* [The problem]:
Every line of the data below that holds the string "controls" needs to be reported.

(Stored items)
========

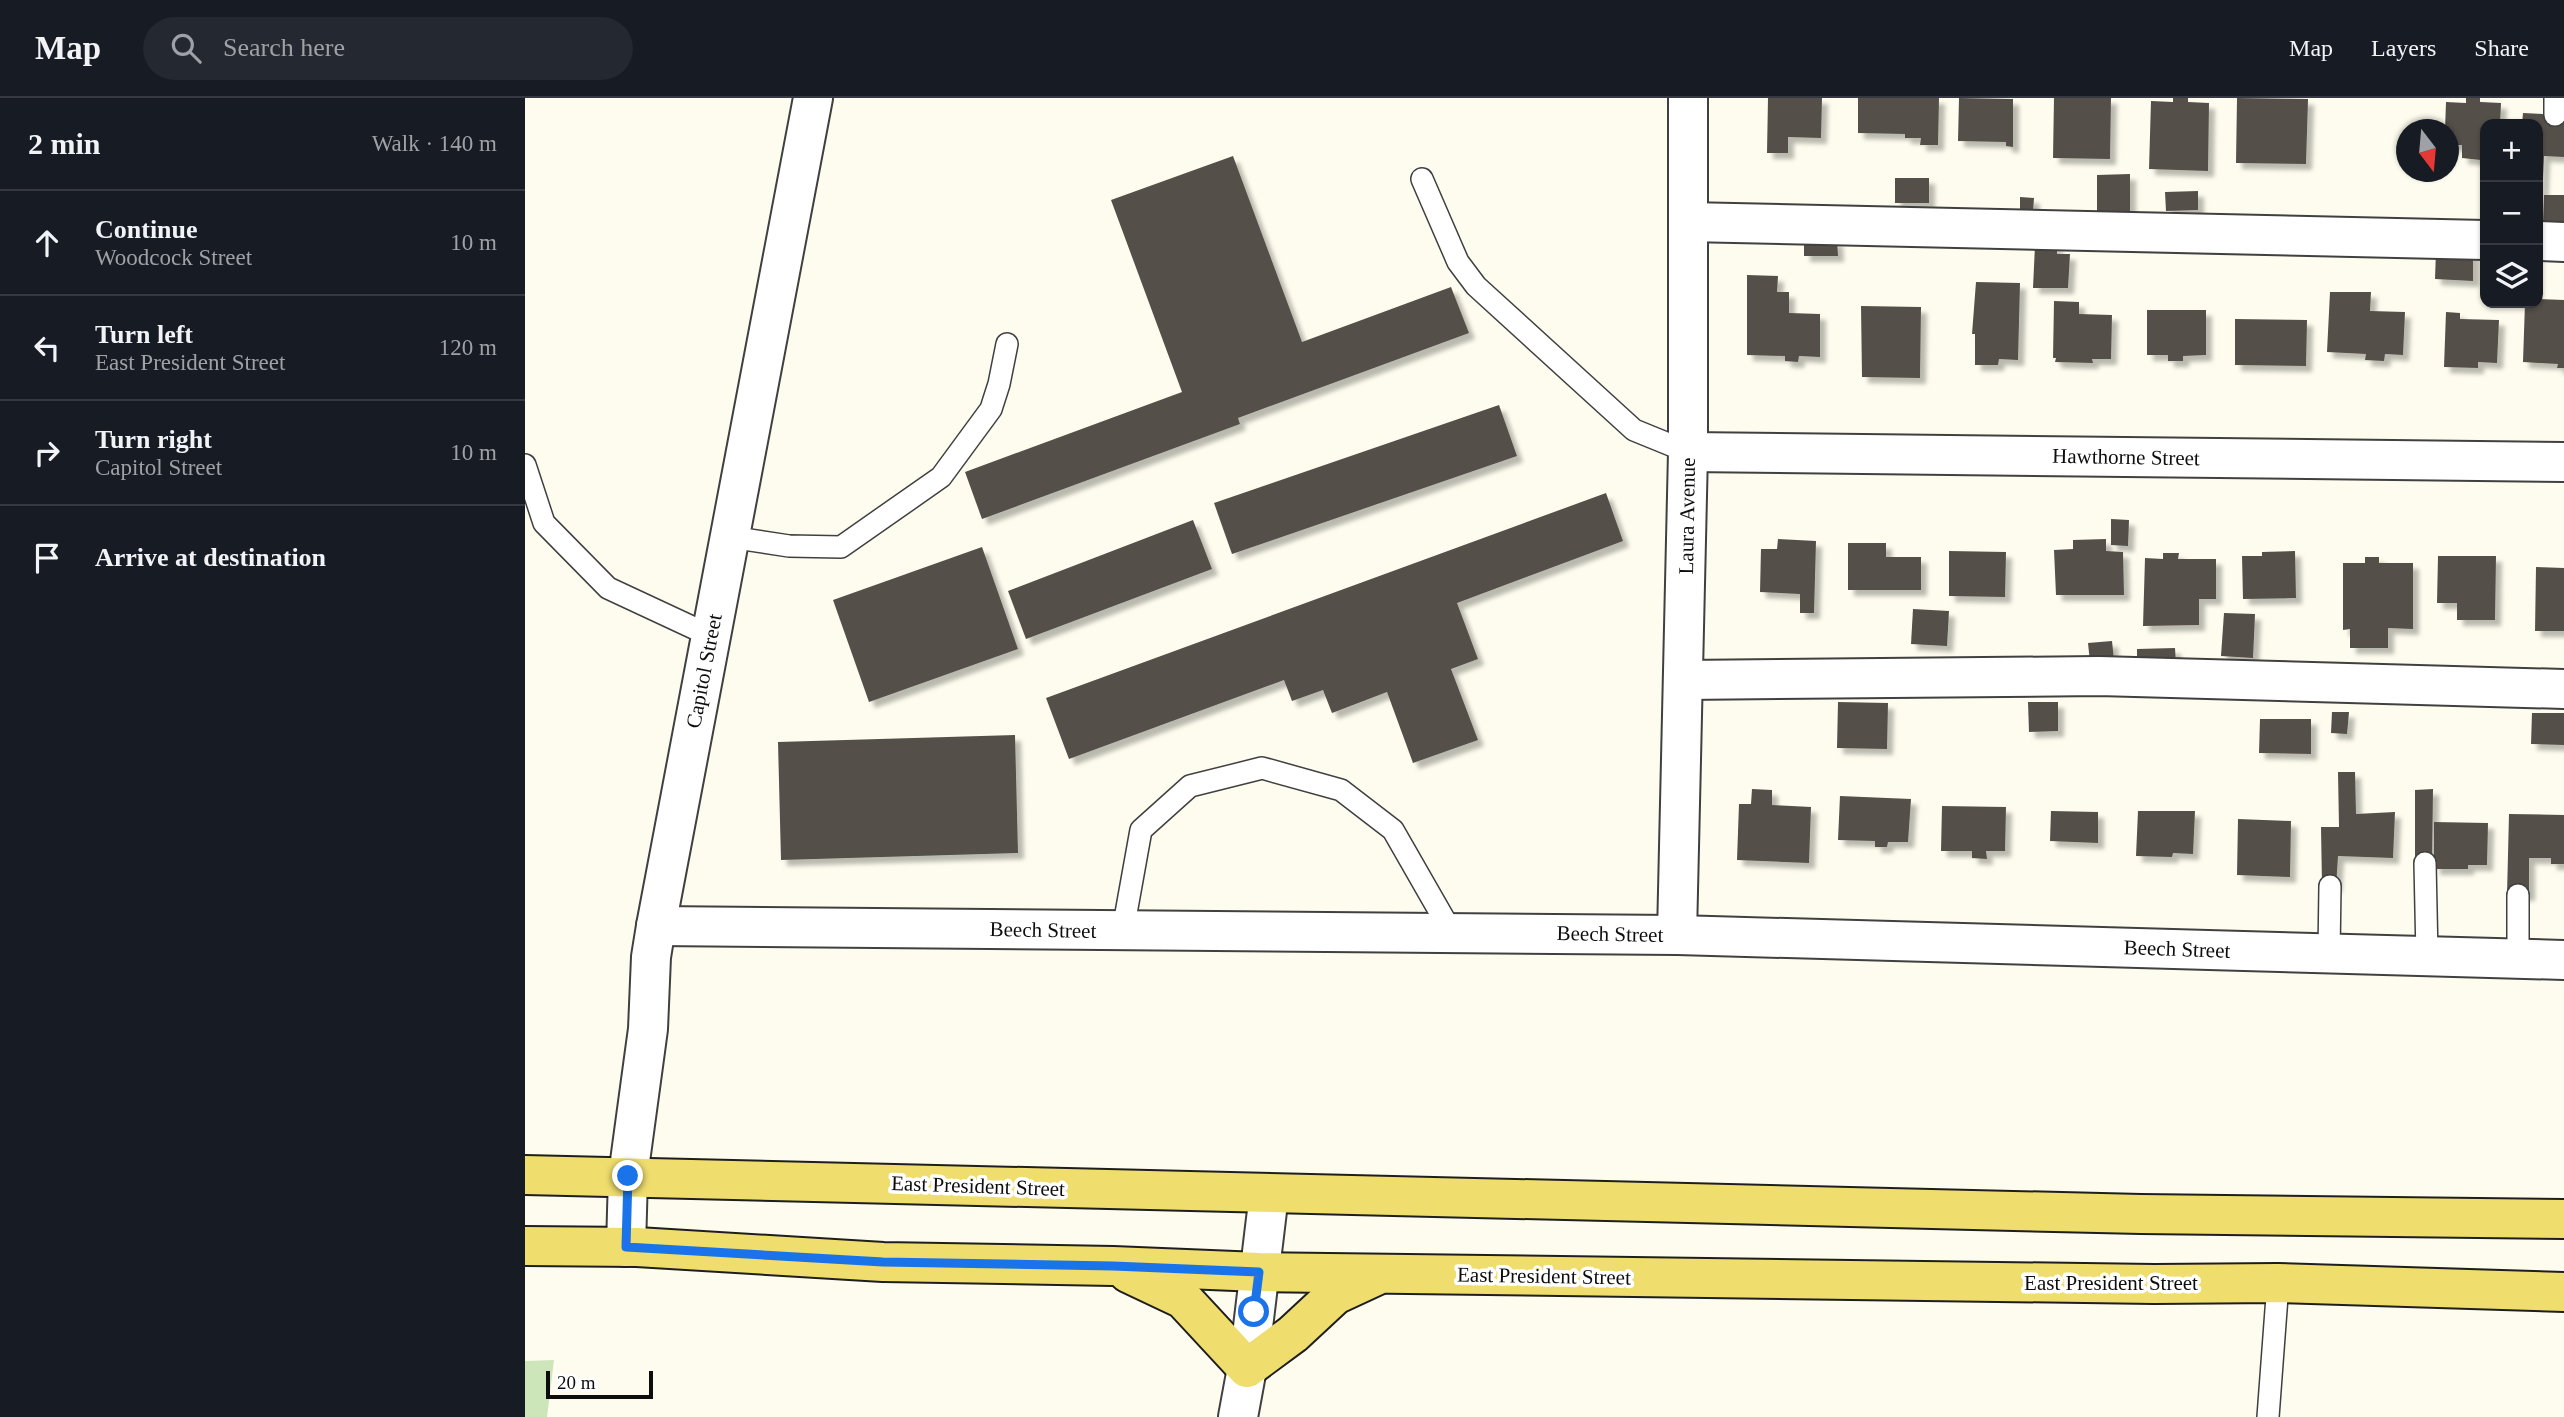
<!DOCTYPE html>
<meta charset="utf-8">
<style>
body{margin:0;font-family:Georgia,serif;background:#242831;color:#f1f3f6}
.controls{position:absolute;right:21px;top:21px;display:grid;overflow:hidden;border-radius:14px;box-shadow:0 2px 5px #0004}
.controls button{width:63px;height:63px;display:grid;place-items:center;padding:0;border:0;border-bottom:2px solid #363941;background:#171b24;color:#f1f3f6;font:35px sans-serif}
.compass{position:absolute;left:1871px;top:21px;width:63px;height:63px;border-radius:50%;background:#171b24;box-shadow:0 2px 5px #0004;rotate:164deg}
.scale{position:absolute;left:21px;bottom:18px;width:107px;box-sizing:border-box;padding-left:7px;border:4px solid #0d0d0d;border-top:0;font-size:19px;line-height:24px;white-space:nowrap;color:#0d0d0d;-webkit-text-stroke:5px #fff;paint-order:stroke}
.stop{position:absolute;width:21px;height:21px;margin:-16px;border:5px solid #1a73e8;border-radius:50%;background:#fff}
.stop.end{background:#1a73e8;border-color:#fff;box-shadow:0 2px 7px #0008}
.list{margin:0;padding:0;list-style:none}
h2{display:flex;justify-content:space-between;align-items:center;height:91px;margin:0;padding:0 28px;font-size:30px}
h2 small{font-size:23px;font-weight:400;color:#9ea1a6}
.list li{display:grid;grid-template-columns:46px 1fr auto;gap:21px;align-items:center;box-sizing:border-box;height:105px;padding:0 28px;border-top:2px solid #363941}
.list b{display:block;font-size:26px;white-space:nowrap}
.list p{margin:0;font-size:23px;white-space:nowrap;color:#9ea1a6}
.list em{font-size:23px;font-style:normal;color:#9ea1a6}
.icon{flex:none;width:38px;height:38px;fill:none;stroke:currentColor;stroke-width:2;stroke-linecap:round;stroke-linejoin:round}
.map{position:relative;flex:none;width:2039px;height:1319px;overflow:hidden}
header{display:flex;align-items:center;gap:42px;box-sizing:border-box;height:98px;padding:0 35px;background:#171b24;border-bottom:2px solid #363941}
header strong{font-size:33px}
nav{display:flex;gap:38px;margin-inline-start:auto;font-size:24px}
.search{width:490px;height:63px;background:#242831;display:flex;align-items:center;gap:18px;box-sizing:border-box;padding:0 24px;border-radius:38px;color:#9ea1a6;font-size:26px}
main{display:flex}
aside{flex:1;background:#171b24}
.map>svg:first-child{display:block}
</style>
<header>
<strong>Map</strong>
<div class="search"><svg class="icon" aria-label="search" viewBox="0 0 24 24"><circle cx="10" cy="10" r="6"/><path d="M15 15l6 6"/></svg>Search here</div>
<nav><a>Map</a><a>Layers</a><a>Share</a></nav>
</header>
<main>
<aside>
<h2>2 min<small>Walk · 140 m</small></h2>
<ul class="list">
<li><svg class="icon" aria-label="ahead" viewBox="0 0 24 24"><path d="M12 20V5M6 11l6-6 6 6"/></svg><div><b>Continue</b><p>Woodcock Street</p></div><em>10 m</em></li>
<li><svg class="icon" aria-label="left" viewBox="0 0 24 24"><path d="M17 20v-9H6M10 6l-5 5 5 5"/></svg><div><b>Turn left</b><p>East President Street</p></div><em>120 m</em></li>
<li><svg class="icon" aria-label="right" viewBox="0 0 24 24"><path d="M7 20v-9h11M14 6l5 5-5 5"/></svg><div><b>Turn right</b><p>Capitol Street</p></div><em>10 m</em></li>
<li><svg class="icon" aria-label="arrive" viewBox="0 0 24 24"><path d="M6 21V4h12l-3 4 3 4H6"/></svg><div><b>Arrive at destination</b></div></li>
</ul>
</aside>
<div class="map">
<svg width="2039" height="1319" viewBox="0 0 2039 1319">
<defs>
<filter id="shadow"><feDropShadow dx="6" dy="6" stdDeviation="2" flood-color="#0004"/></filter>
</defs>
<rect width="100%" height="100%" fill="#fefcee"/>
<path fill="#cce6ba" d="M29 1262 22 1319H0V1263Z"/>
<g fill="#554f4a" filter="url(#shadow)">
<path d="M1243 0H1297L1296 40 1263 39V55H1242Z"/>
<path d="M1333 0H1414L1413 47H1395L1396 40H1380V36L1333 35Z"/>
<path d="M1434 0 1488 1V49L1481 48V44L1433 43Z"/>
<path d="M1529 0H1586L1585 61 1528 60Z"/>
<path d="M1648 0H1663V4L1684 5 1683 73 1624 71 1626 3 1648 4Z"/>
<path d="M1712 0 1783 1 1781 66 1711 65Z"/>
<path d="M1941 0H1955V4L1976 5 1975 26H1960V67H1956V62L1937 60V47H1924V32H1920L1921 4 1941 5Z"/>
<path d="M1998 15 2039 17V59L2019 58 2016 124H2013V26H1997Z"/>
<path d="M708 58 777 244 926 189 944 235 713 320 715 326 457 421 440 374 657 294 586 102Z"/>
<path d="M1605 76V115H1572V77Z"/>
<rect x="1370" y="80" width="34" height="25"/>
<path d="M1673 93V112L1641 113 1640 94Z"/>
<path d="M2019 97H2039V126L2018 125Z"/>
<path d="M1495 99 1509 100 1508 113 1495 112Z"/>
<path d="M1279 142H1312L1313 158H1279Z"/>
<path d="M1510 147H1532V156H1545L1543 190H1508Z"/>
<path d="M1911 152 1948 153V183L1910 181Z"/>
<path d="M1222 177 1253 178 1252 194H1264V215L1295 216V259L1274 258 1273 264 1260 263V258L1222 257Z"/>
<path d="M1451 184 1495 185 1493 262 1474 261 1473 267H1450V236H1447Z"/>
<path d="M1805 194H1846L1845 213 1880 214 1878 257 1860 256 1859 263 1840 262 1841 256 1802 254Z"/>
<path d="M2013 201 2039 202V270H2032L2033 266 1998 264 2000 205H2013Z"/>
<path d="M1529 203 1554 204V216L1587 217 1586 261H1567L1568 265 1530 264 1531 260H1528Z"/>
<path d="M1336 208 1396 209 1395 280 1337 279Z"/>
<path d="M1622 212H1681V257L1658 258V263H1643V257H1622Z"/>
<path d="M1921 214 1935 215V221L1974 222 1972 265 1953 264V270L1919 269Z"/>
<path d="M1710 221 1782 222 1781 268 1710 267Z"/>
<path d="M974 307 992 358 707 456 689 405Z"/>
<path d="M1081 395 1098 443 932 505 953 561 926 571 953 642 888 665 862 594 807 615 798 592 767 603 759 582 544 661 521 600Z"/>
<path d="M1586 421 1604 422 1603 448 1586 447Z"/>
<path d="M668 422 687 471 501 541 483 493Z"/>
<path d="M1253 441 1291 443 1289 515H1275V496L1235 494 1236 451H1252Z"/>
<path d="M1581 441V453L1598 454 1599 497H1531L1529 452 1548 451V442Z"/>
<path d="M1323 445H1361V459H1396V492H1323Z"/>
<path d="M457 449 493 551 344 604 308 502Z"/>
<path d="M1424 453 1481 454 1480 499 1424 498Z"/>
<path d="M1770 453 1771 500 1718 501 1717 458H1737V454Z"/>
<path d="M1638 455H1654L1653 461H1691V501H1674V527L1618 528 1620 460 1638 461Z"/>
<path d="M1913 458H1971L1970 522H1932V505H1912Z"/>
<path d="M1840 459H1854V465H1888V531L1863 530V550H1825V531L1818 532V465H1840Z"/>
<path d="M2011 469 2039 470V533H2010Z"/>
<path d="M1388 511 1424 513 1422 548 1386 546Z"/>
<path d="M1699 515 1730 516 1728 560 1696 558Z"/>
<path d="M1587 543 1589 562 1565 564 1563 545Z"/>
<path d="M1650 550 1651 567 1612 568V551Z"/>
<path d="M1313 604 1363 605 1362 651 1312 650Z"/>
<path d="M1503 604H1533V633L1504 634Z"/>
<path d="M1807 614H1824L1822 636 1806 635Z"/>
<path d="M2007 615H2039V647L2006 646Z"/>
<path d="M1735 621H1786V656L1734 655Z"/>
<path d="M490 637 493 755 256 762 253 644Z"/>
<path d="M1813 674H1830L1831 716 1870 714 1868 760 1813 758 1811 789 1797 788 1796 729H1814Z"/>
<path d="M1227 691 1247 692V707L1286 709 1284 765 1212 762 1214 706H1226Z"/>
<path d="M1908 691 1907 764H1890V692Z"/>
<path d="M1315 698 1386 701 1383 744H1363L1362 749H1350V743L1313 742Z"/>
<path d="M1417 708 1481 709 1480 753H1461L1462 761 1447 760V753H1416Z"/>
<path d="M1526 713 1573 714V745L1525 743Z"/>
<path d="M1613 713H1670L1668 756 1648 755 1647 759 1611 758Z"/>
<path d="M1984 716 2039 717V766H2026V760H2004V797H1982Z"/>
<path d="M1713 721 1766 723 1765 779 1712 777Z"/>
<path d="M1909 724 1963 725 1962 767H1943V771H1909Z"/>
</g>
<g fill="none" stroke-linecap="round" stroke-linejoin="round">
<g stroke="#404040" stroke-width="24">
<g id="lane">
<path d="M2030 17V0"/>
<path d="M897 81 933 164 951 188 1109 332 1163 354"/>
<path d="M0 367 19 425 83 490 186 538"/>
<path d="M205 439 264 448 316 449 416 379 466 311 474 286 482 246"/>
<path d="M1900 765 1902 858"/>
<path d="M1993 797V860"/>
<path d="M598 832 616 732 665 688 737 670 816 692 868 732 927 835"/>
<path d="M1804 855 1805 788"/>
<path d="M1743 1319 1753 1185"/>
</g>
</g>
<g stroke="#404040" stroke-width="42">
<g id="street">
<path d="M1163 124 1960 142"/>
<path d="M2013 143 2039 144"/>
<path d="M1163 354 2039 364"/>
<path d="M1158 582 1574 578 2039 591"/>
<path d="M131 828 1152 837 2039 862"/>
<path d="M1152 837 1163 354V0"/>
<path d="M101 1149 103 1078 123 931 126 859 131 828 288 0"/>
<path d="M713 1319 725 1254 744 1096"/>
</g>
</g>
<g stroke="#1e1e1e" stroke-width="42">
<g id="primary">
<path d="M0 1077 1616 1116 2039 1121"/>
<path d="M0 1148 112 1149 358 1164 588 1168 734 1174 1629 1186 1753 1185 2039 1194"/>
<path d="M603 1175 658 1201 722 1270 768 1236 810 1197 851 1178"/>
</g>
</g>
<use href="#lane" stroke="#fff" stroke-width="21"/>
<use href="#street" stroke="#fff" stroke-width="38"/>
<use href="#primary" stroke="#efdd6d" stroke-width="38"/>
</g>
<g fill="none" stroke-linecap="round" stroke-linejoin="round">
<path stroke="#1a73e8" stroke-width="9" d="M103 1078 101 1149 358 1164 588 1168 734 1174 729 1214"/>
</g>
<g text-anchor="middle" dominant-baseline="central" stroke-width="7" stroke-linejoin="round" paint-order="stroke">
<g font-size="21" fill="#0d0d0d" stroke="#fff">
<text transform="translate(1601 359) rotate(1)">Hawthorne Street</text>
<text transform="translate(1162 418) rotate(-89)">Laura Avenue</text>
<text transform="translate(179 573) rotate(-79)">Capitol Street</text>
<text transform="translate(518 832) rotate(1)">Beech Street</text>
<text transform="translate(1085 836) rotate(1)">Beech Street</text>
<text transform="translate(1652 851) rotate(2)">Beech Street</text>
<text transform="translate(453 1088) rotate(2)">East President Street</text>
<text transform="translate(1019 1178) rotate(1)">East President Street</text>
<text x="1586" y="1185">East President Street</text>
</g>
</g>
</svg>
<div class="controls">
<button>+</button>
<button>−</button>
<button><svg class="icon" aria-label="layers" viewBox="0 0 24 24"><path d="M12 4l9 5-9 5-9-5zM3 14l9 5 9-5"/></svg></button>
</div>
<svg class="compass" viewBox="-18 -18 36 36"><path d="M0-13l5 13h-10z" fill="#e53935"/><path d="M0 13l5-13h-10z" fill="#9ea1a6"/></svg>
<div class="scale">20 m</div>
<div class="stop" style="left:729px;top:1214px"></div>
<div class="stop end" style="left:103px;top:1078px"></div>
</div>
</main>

========

* [Solution for this exercise]:
.controls{position:absolute;right:21px;top:21px;display:grid;overflow:hidden;border-radius:14px;box-shadow:0 2px 5px #0004}
.controls button{width:63px;height:63px;display:grid;place-items:center;padding:0;border:0;border-bottom:2px solid #363941;background:#171b24;color:#f1f3f6;font:35px sans-serif}
<div class="controls">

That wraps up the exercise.